TASK REQUIREMENTS -
With the pictures omitted, print exactly the lines below, from the one containing "Convert this picture" through the one containing "Map reading. Give", and nothing else.

RECORD EXTRACTS -
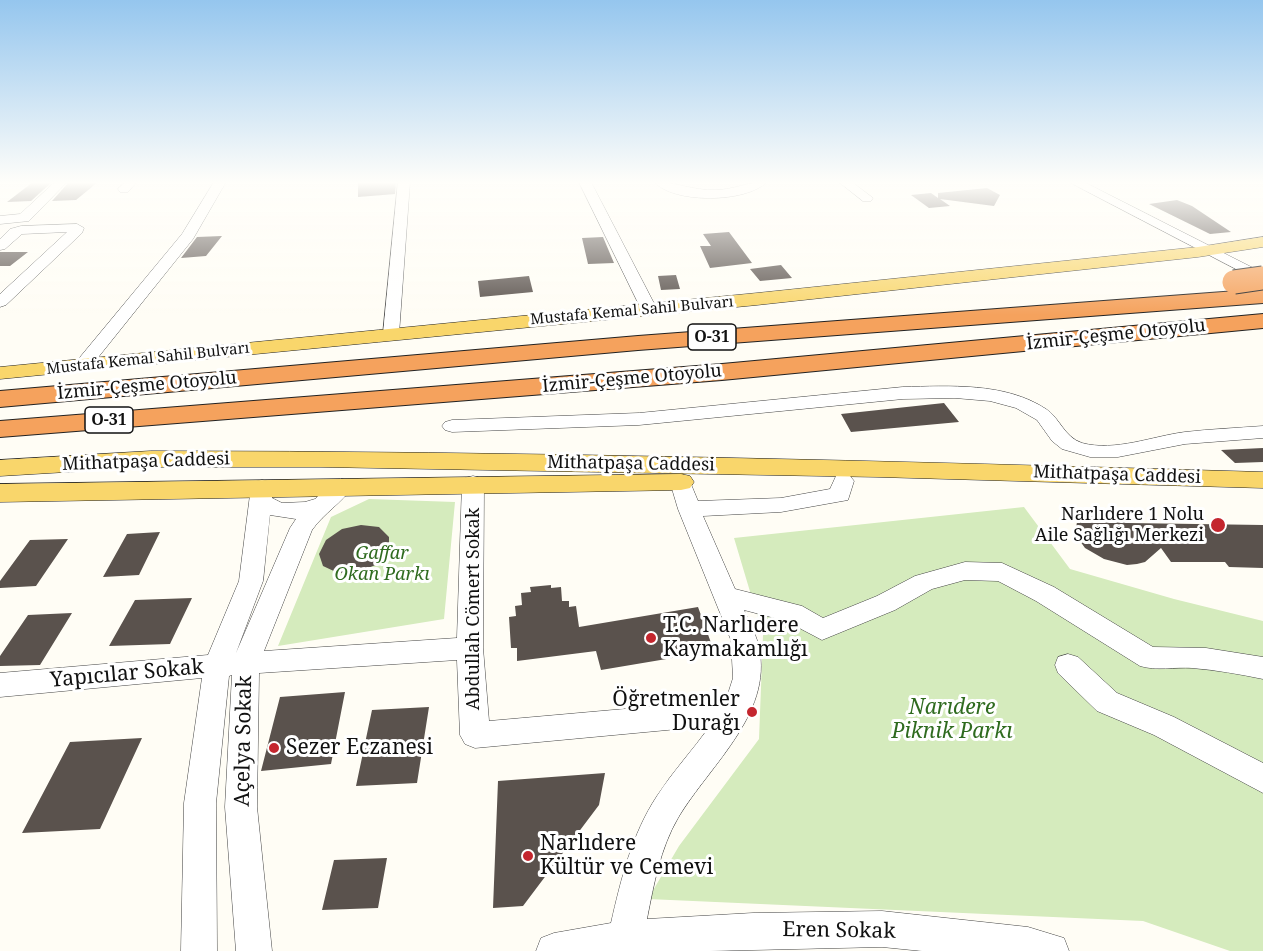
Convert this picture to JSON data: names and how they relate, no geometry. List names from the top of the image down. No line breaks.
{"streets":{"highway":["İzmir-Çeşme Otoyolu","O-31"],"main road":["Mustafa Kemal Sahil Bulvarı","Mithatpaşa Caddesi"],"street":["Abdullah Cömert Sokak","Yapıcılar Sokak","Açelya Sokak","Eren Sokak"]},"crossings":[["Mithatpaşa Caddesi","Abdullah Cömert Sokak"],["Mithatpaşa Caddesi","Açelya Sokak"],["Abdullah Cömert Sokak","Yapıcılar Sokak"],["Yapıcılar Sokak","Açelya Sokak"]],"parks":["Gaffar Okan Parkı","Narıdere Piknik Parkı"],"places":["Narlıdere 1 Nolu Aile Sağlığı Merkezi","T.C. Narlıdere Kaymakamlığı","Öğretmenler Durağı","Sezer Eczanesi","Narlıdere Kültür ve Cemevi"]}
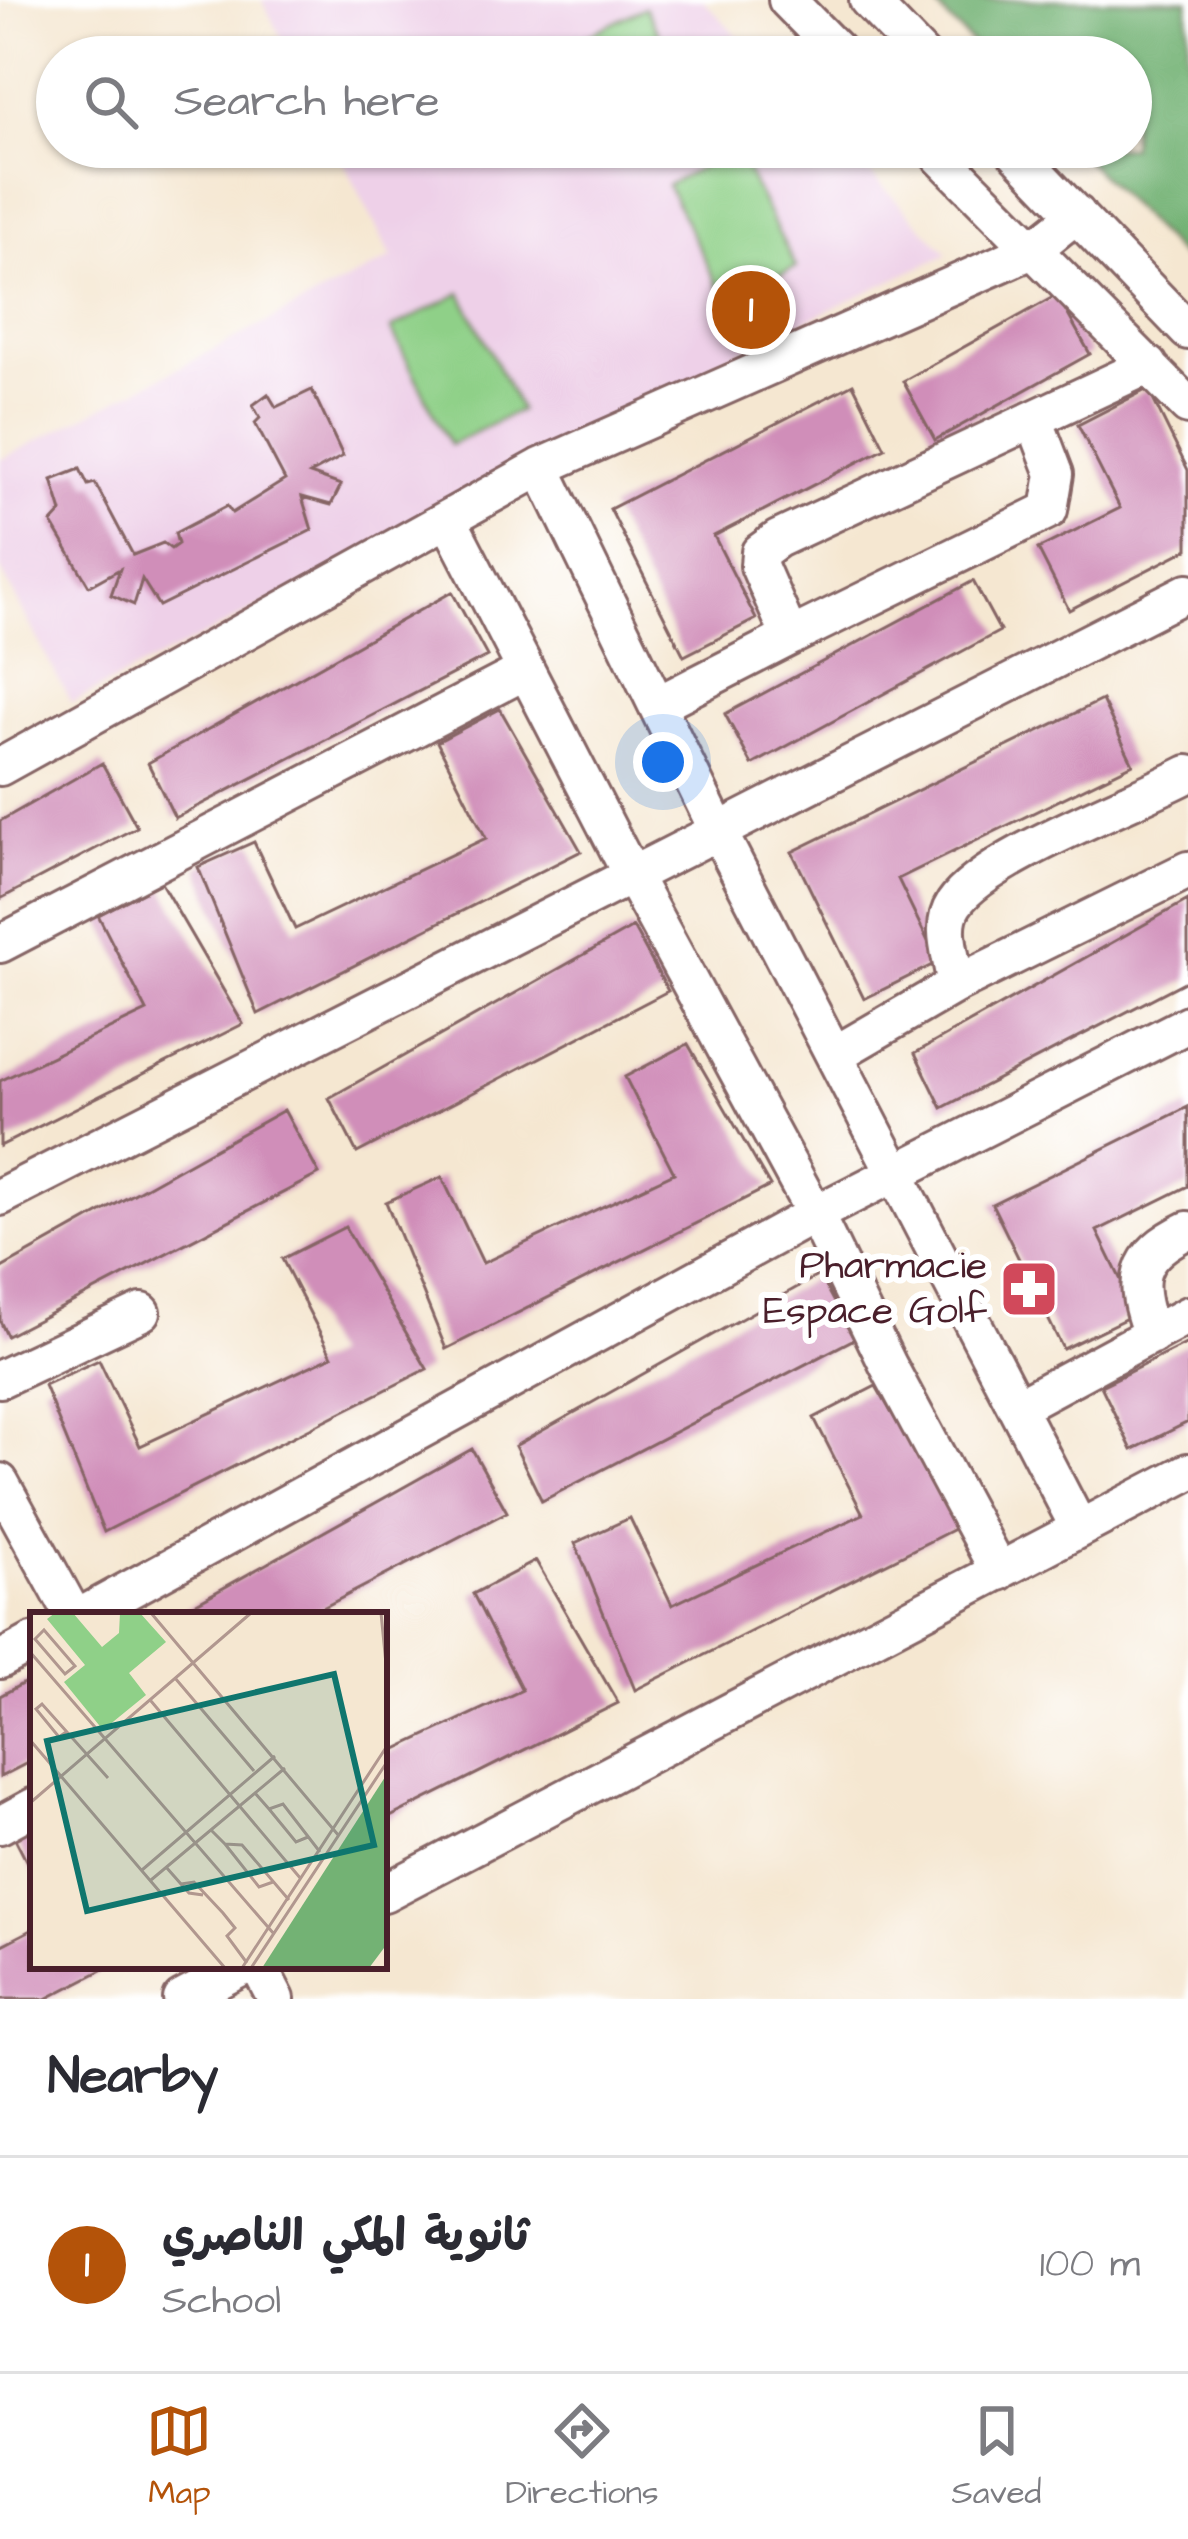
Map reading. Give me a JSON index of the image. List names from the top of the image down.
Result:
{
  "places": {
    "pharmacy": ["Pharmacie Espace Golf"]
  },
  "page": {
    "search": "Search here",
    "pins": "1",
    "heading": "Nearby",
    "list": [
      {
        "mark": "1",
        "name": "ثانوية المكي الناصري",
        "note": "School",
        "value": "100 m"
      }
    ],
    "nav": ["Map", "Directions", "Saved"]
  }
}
* * *
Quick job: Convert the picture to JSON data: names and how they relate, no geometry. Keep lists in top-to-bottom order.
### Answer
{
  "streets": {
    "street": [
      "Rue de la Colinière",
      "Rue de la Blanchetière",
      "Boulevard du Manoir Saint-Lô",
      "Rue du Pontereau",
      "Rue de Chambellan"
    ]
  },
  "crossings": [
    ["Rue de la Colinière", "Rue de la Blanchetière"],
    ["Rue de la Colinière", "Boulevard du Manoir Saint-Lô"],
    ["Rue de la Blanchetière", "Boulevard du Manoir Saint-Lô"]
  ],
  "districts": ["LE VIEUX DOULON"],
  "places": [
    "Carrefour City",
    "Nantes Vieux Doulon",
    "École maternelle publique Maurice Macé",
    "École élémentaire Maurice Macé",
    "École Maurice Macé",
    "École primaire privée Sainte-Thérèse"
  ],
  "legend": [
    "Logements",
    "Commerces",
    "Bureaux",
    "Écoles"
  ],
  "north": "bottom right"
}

REPLY -
Convert this picture to JSON data: names and how they relate, no geometry. List names from the top of the image down. No line breaks.
{"streets":{"highway":["İzmir-Çeşme Otoyolu","O-31"],"main road":["Mustafa Kemal Sahil Bulvarı","Mithatpaşa Caddesi"],"street":["Abdullah Cömert Sokak","Yapıcılar Sokak","Açelya Sokak","Eren Sokak"]},"crossings":[["Mithatpaşa Caddesi","Abdullah Cömert Sokak"],["Mithatpaşa Caddesi","Açelya Sokak"],["Abdullah Cömert Sokak","Yapıcılar Sokak"],["Yapıcılar Sokak","Açelya Sokak"]],"parks":["Gaffar Okan Parkı","Narıdere Piknik Parkı"],"places":["Narlıdere 1 Nolu Aile Sağlığı Merkezi","T.C. Narlıdere Kaymakamlığı","Öğretmenler Durağı","Sezer Eczanesi","Narlıdere Kültür ve Cemevi"]}
Map reading. Give me a JSON index of the image. List names from the top of the image down.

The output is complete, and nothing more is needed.